> [Stored items]:
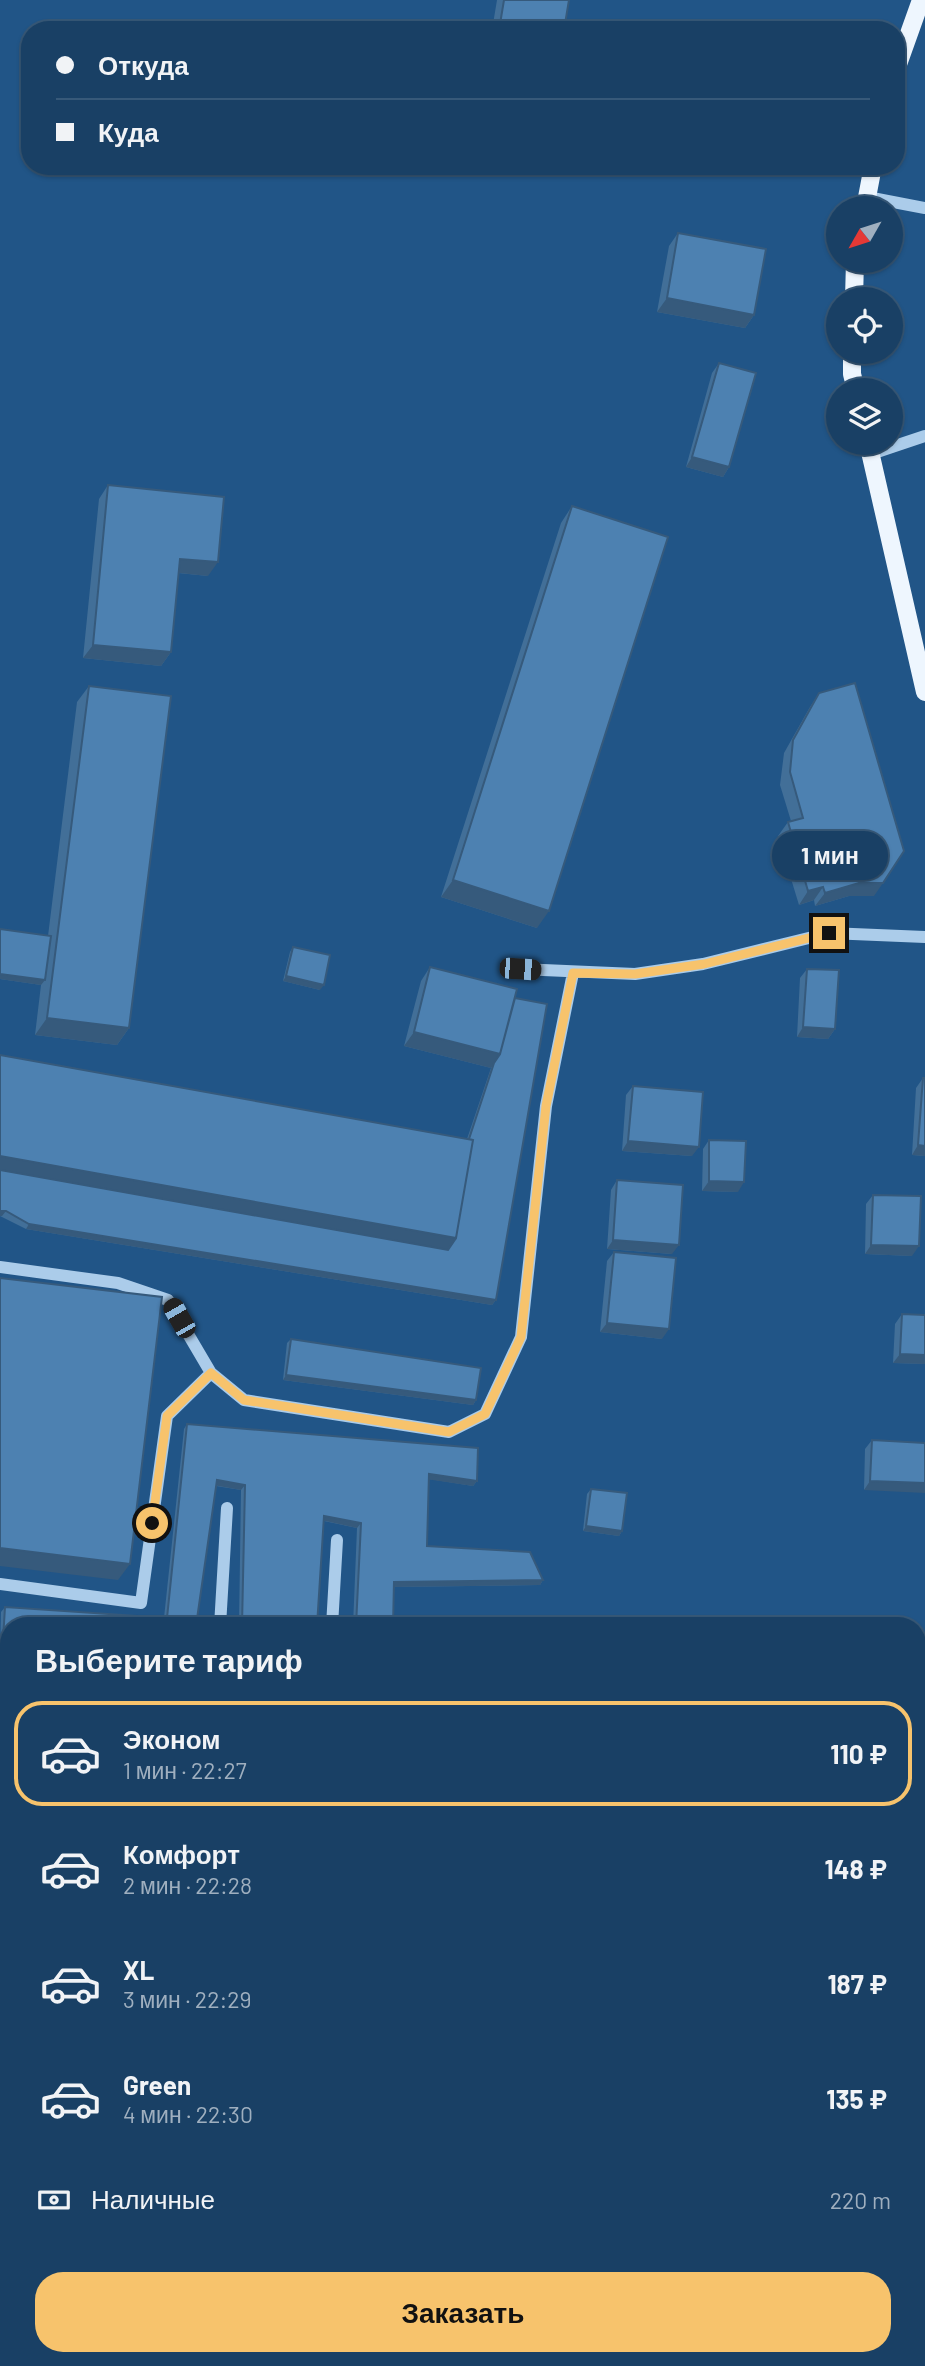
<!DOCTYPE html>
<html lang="ru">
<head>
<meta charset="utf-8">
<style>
  :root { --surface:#194065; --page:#22476b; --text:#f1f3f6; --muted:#9fafbf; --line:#375979; --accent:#f7c36c }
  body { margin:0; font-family:Barlow,sans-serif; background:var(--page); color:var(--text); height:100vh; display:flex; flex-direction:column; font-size:26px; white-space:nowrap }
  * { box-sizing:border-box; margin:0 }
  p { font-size:23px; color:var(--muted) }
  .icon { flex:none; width:38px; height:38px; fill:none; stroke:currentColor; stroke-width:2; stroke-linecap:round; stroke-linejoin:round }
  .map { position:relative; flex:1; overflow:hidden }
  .sheet { position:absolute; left:0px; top:1617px; width:926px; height:749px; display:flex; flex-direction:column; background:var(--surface); border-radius:28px 28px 0 0; box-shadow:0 2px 5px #0004,0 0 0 2px var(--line) }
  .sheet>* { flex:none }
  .guide { position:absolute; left:21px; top:21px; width:884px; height:154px; border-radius:28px; box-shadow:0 2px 5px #0004,0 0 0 2px var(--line); display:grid; align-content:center; height:154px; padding:0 35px; background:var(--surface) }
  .needle { width:46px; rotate:231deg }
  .buttons { position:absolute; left:826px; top:196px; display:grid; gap:14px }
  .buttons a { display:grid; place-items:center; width:77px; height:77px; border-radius:50%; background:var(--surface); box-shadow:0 2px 5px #0004,0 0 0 2px var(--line); font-size:35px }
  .end { position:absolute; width:32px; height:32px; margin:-16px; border:9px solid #f7c36c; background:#111; box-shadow:0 0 0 4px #111 }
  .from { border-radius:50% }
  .bubble { position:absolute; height:49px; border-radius:24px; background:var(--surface); box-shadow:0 2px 5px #0004,0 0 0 2px var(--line); font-size:23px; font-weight:700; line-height:49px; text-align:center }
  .car { position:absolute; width:21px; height:42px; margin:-21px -10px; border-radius:9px; box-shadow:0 0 5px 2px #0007; background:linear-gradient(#222 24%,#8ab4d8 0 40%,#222 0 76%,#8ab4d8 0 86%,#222 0) }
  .guide b { display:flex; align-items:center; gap:24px; height:66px; font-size:26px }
  .guide b+b { border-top:2px solid var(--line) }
  .guide i { width:18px; height:18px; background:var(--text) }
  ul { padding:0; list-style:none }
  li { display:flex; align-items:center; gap:21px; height:105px; margin:0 14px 10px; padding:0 21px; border:4px solid transparent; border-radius:28px }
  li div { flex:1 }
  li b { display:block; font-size:26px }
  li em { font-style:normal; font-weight:700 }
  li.on { border-color:var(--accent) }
  li>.icon { width:63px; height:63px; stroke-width:1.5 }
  h2 { padding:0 35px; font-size:32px; line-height:84px }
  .pay { display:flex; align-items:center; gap:18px; height:77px; padding:0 35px; font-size:26px }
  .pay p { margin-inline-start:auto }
  .primary-button { display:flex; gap:14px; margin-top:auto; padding:14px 35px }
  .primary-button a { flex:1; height:80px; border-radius:28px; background:var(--accent); color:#111; font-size:28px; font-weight:700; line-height:80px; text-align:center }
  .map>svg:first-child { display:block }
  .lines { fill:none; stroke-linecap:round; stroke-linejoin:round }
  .path { stroke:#abccea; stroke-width:4.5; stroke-dasharray:3.5 5; stroke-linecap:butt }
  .minor { stroke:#abccea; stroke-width:12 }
  .major { stroke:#eef6fe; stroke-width:18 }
  .wall { fill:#426f98 }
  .shaded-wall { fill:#365a7c }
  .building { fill:#4d81b1; stroke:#365a7c; stroke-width:2 }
  .route { stroke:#f7c36c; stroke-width:9 }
</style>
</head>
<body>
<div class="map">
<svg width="925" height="2366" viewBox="0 0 925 2366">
  <rect width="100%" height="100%" fill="#215587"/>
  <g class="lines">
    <path class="path" d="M816,2366V2357"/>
    <path class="minor" d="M867,197L925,208
      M871,454L925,436
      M520,969L635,974L703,964L829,933L925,937
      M0,1267L118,1283L168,1300L211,1373L244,1400L449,1432L485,1414L521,1337L546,1106L573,973
      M0,1584L141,1603L167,1416L211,1373
      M220,1626L227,1508
      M332,1626L337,1540
      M0,1674L9,1675
      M0,1810L9,1811
      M0,2183H9"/>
    <path class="major" d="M896,70L921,0
      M865,208L873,166
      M854,299L855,261
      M852,352V374L856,390
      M868,443L925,692
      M917,2234L925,2203
      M420,2366L421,2357
      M895,2366V2357"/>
  </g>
  <path class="wall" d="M497,0H569L564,30H492Z
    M678,233L754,315L745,328L657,312L669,246Z
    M719,363L729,467L723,477L686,467L712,373Z
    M108,485L208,576L178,573L171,652L161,666L83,658L99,499Z
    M572,506L537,928L441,897L561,523Z
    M89,686L129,1028L117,1045L35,1035L41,985L0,979V929L48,936L77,702Z
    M819,693L874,896H849L815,906L814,900L799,905L778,836L788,822L791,821L780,785L784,753L810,707Z
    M293,947L320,990L283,981L290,952Z
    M430,967L515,998L496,1300L492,1305L26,1229L0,1216V1055L467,1139L491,1068L404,1046L421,981Z
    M807,969L835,1029L828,1039L797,1037L800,978Z
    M923,1078H925V1156L912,1155L916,1088Z
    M633,1086L692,1156L622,1151L626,1095Z
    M709,1140L738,1192L702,1191L703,1149Z
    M617,1180L672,1254L607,1249L611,1190Z
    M873,1195L912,1256L865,1254L866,1204Z
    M614,1252L662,1339L600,1332L607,1261Z
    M902,1314L925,1364L893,1363L895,1324Z
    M291,1339L476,1400L473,1405L283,1380L287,1343Z
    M187,1424L477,1481L473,1486L429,1479L427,1546L543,1580L540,1585L394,1587L393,1626H353L357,1528L324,1521L317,1626H239L241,1490L216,1486L196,1626L9,1662L0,1661L1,1612L5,1607L164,1618L184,1429Z
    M872,1440L925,1443L864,1490L865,1449Z
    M591,1489L622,1531L619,1536L583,1531L587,1494Z
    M275,2357H396V2366H274Z"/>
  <path class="shaded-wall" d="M667,298L754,315L745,328L657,312Z
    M692,457L729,467L723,477L686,467Z
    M180,559L218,562L208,576L170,572Z
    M93,645L171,652L161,666L83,658Z
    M453,880L549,911L537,928L441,897Z
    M859,883H883L874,896H849L815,906L825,893Z
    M823,887L814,900L799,905L808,891Z
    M0,974L45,980L41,985L0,979Z
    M286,976L324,985L320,990L283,981Z
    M47,1018L129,1028L117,1045L35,1035Z
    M803,1027L835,1029L828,1039L797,1037Z
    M414,1032L500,1054L491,1068L404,1046Z
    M628,1141L699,1147L692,1156L622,1151Z
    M918,1145L925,1146V1156L912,1155Z
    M0,1156L456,1238L444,1255L0,1175Z
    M709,1181L744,1182L738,1192L702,1191Z
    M0,1211H6L2,1216H0Z
    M29,1224L496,1300L492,1305L26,1229Z
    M613,1240L679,1245L672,1254L607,1249Z
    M871,1245L919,1246L912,1256L865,1254Z
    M607,1323L669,1329L662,1339L600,1332Z
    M900,1354L925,1355V1364L893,1363Z
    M286,1375L476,1400L473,1405L283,1380Z
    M429,1474L477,1481L473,1486L426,1479Z
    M217,1480L245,1485L241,1490L213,1485Z
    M870,1481L925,1483V1493L864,1490Z
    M324,1516L361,1523L357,1528L321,1520Z
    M586,1526L622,1531L619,1536L583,1531Z
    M0,1548L130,1564L118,1580L0,1566Z
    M543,1580L540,1585L391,1587L394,1582Z
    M2,1656L9,1657V1662L0,1661Z
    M0,1764L9,1766V1771L0,1770Z
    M0,1941L9,1942V1947H0Z"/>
  <path class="building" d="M504,0H569L564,30H499Z
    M678,233L766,249L754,315L667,298Z
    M719,363L756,373L729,467L692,457Z
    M108,485L224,497L218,562L180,559L171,652L93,645Z
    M572,506L668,537L549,911L453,880Z
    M855,683L904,851L883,883H859L825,893L823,887L808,891L788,822L803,818L790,772L793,740L819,693Z
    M89,686L171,696L129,1028L47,1018Z
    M0,929L51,936L45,980L0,974Z
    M293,947L330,955L324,985L286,976Z
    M430,967L517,989L500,1054L414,1032Z
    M807,969L839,970L835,1029L803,1027Z
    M515,998L547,1004L496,1300L29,1224L6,1211H0V1170L448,1250L456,1238L473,1140L469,1139L494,1063L500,1054Z
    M0,1055L473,1140L456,1238L0,1156Z
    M923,1078H925V1146L918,1145Z
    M633,1086L703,1092L699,1147L628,1141Z
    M709,1140L746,1141L744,1182L709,1181Z
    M617,1180L683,1185L679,1245L613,1240Z
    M873,1195L921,1196L919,1246L871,1245Z
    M614,1252L676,1258L669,1329L607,1323Z
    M0,1278L162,1297L130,1564L0,1548Z
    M902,1314L925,1315V1355L900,1354Z
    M291,1339L481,1368L476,1400L286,1375Z
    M187,1424L478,1448L477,1481L429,1474L427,1546L530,1552L543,1580L394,1582L393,1626H356L361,1523L324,1516L317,1626H242L245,1485L217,1480L196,1626H9V1657L2,1656L5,1607L167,1618Z
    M872,1440L925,1443V1483L870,1481Z
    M591,1489L627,1493L622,1531L586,1526Z
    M0,1684L9,1686V1766L0,1764Z
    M0,1882L9,1883V1942L0,1941Z
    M285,2357H396V2366H284Z"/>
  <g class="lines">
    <path class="route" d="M152,1523L167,1416L211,1373L244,1400L449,1432L485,1414L521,1337L546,1106L573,973L635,974L704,964L829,933"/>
  </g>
</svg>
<div class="buttons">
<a><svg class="needle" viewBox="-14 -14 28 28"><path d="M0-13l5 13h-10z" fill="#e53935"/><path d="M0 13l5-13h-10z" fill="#9fafbf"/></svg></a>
<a><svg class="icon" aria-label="locate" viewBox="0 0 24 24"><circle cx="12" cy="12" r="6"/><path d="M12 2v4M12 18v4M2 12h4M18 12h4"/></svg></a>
<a><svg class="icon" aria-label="layers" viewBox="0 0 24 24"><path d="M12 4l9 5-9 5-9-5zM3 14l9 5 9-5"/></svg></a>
</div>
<i class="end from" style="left:152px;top:1523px"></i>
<i class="end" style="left:829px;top:933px"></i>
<div class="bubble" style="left:772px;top:831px;width:116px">1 мин</div>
<i class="car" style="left:520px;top:969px;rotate:94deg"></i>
<i class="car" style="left:179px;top:1318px;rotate:330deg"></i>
<div class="guide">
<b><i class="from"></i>Откуда</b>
<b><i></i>Куда</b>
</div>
<section class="sheet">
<h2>Выберите тариф</h2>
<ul>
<li class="on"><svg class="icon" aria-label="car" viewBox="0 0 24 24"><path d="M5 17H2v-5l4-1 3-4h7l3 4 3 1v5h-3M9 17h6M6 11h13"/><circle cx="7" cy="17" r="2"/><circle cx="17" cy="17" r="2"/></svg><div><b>Эконом</b><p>1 мин · 22:27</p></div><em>110 ₽</em></li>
<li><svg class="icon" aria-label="car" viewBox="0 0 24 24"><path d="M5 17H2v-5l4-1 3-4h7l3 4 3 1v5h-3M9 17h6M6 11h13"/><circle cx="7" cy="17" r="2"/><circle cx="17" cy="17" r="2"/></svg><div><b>Комфорт</b><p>2 мин · 22:28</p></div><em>148 ₽</em></li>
<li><svg class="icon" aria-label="car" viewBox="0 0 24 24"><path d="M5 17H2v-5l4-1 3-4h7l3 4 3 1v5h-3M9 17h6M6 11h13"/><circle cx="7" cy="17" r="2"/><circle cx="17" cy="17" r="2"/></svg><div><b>XL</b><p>3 мин · 22:29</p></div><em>187 ₽</em></li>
<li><svg class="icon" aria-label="car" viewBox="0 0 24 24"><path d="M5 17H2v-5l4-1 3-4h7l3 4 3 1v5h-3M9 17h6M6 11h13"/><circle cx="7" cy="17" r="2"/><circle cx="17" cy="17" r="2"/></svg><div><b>Green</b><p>4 мин · 22:30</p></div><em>135 ₽</em></li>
</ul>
<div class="pay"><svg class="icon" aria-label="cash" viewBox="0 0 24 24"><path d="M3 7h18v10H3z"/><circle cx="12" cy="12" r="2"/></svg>Наличные<p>220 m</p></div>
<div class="primary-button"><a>Заказать</a></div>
</section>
</div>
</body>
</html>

> [What is being asked]: Copy out every line of the data in which the word "column" is found.

> [Reply to the exercise]:
  body { margin:0; font-family:Barlow,sans-serif; background:var(--page); color:var(--text); height:100vh; display:flex; flex-direction:column; font-size:26px; white-space:nowrap }
  .sheet { position:absolute; left:0px; top:1617px; width:926px; height:749px; display:flex; flex-direction:column; background:var(--surface); border-radius:28px 28px 0 0; box-shadow:0 2px 5px #0004,0 0 0 2px var(--line) }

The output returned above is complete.